Liv Maria, Julia Kerninon

J’ai toujours été fascinée par les multiples facettes qui se côtoient en un seul humain. Et le fait que parfois, ce sont les personnes les plus près de nous que, paradoxalement, nous connaissons le moins.

Voilà résumée toute l’idée qui m’a semblé traverser le dernier livre de Julia Kerninon, «Liv Maria» que je viens de lire avec bonheur. Merci à l’éditrice, Annika Parance qui me l’a gentiment fait parvenir!

Ici, l’histoire qui est racontée c’est celle de Liv Maria Christensen, une jeune fille qui vit sur une île, un peu en retrait du monde. Un jour, à la fin du printemps de ses dix-sept ans, un voisin agresse la jeune fille. Et – est-ce pour protéger leur fille ou bien leur réputation, on ne le sait pas précisément – ses parents décident alors de l’exiler au loin, chez une tante qui habite Berlin, sous prétexte d’apprendre l’anglais. Et, c’est là précisément que se nouera littéralement son destin en la personne de ce professeur d’anglais dont Liv Maria tombe follement amoureuse, le temps d’un été. Une histoire doublement interdite ici puisque l’homme, beaucoup plus âgé qu’elle pourrait être son père. Mais surtout, parce qu’il est marié et lui-même père dans une vie parallèle …

Pour lui, cette histoire avec Liv Maria, c’est un peu comme une parenthèse, ou encore, un pique-nique qu’on s’accorde loin de chez-soi. Alors que pour Liv Maria, c’est rien de moins que l’éblouissement de l’amour qui se révèle à elle.

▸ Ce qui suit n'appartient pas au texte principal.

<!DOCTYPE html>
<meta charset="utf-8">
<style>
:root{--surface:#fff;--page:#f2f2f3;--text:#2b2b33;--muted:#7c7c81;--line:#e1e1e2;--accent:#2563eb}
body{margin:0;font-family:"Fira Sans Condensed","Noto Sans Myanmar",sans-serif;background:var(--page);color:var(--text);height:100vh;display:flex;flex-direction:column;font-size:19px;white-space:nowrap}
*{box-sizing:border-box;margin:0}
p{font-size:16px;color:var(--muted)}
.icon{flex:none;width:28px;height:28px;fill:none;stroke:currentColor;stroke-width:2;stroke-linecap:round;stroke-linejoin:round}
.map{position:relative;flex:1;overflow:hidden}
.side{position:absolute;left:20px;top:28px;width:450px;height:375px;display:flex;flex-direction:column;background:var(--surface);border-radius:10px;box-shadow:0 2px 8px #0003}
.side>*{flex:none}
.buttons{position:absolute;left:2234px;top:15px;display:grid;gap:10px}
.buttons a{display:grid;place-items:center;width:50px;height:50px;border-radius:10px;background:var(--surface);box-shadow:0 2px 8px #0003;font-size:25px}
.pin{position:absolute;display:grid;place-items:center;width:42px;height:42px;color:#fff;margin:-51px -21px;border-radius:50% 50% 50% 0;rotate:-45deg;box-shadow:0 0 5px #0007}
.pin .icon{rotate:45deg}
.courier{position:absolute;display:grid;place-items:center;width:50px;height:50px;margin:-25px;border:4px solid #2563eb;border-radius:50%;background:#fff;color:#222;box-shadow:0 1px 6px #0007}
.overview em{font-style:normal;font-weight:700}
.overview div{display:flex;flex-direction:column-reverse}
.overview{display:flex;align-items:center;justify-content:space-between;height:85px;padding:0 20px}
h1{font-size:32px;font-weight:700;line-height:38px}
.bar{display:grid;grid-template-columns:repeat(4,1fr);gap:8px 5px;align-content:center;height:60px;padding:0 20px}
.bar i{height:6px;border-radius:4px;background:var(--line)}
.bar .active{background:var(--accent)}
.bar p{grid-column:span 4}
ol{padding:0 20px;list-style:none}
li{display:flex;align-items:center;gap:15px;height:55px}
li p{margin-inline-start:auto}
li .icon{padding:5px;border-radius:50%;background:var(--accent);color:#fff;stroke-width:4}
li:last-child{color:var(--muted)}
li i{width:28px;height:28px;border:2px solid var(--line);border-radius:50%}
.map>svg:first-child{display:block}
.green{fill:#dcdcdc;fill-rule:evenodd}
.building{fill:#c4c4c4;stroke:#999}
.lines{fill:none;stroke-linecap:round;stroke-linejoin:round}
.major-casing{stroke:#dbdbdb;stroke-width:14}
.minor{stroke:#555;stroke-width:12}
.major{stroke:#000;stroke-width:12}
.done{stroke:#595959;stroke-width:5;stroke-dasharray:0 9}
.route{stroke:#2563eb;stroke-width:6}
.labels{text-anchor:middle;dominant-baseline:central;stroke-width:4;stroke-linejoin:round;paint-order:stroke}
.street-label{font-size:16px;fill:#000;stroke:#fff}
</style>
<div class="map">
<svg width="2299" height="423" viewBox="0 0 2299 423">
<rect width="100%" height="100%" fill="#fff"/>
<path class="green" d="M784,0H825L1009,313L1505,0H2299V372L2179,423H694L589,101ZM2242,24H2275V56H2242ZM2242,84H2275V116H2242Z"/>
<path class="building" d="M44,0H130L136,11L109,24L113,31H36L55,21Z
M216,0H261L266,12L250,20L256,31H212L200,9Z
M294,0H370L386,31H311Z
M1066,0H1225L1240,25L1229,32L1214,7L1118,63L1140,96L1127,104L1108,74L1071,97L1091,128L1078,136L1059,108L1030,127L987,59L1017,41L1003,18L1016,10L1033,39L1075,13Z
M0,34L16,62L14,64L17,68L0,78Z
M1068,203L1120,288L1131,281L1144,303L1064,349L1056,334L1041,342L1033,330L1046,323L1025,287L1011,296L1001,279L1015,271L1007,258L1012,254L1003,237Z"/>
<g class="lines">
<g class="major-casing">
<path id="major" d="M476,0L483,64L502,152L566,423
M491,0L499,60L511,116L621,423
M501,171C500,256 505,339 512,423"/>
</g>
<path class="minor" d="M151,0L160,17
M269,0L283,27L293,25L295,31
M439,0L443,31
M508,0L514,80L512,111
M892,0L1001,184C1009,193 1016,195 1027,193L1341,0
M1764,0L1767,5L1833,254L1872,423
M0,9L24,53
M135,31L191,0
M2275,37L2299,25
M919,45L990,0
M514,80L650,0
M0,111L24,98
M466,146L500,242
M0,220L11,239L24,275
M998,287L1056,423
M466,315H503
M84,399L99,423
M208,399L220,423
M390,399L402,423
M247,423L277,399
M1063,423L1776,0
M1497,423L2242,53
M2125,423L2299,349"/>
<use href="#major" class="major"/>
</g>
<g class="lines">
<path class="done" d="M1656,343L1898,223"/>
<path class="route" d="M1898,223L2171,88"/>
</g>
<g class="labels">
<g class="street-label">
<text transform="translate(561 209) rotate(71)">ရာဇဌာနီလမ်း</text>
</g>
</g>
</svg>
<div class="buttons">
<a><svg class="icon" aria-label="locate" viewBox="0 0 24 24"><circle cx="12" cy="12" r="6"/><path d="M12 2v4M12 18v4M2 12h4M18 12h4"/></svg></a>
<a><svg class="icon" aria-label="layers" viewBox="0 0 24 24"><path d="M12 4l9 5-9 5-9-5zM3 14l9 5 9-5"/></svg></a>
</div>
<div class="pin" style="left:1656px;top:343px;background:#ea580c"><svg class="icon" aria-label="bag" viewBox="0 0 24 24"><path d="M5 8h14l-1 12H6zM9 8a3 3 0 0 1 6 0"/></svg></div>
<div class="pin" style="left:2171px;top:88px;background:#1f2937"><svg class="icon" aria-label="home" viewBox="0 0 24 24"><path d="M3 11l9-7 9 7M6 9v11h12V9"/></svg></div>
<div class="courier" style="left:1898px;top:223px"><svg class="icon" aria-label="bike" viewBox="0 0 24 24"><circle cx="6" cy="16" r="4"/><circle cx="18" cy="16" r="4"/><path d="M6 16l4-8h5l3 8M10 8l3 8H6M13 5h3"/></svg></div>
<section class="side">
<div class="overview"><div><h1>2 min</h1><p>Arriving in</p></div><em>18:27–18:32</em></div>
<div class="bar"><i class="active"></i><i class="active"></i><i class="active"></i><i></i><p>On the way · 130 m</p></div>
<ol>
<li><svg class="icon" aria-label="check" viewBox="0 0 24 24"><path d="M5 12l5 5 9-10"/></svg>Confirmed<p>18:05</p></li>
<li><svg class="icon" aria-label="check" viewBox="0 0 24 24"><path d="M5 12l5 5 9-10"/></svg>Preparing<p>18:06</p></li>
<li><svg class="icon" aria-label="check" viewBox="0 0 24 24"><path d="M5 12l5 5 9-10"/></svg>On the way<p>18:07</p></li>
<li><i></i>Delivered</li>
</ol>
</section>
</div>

Sans trop en révéler de l’intrigue, on peut donc dire que tout part de là, de cette rencontre, dans ce qui se révèle être un très beau portrait de femme. Et, la (les) grande(s) question(s) que semble poser l’autrice à travers son livre, ça se résume un peu à ceci:

«Que saisissons-nous des gens la première fois que nous posons les yeux sur eux? Leur vérité, ou plutôt leur couverture? Leur vernis, ou leur écorce?»

Je dirais que cette citation, c’est pas mal le coeur de ce livre qui nous montre justement à quel point sous une identité, peuvent parfois cohabiter mille vies, par forcément en accord l’une avec l’autre… Parce que vient le jour où Liv Maria, après maints détours, se retrouve dans une vie aux antipodes. Celle d’une femme mariée, même de deux garçons et dont le secret de la vie d’avant plane un peu comme l’ombre d’un corbeau… Parce que bien sûr, comme dans tous les romans il faut bien quelques revirements, l’histoire réservera évidemment à Liv Maria quelques écueils qui viendront aviver notre lecture. Un peu moins la paix d’esprit de l’héroïne, qu’on se le dise!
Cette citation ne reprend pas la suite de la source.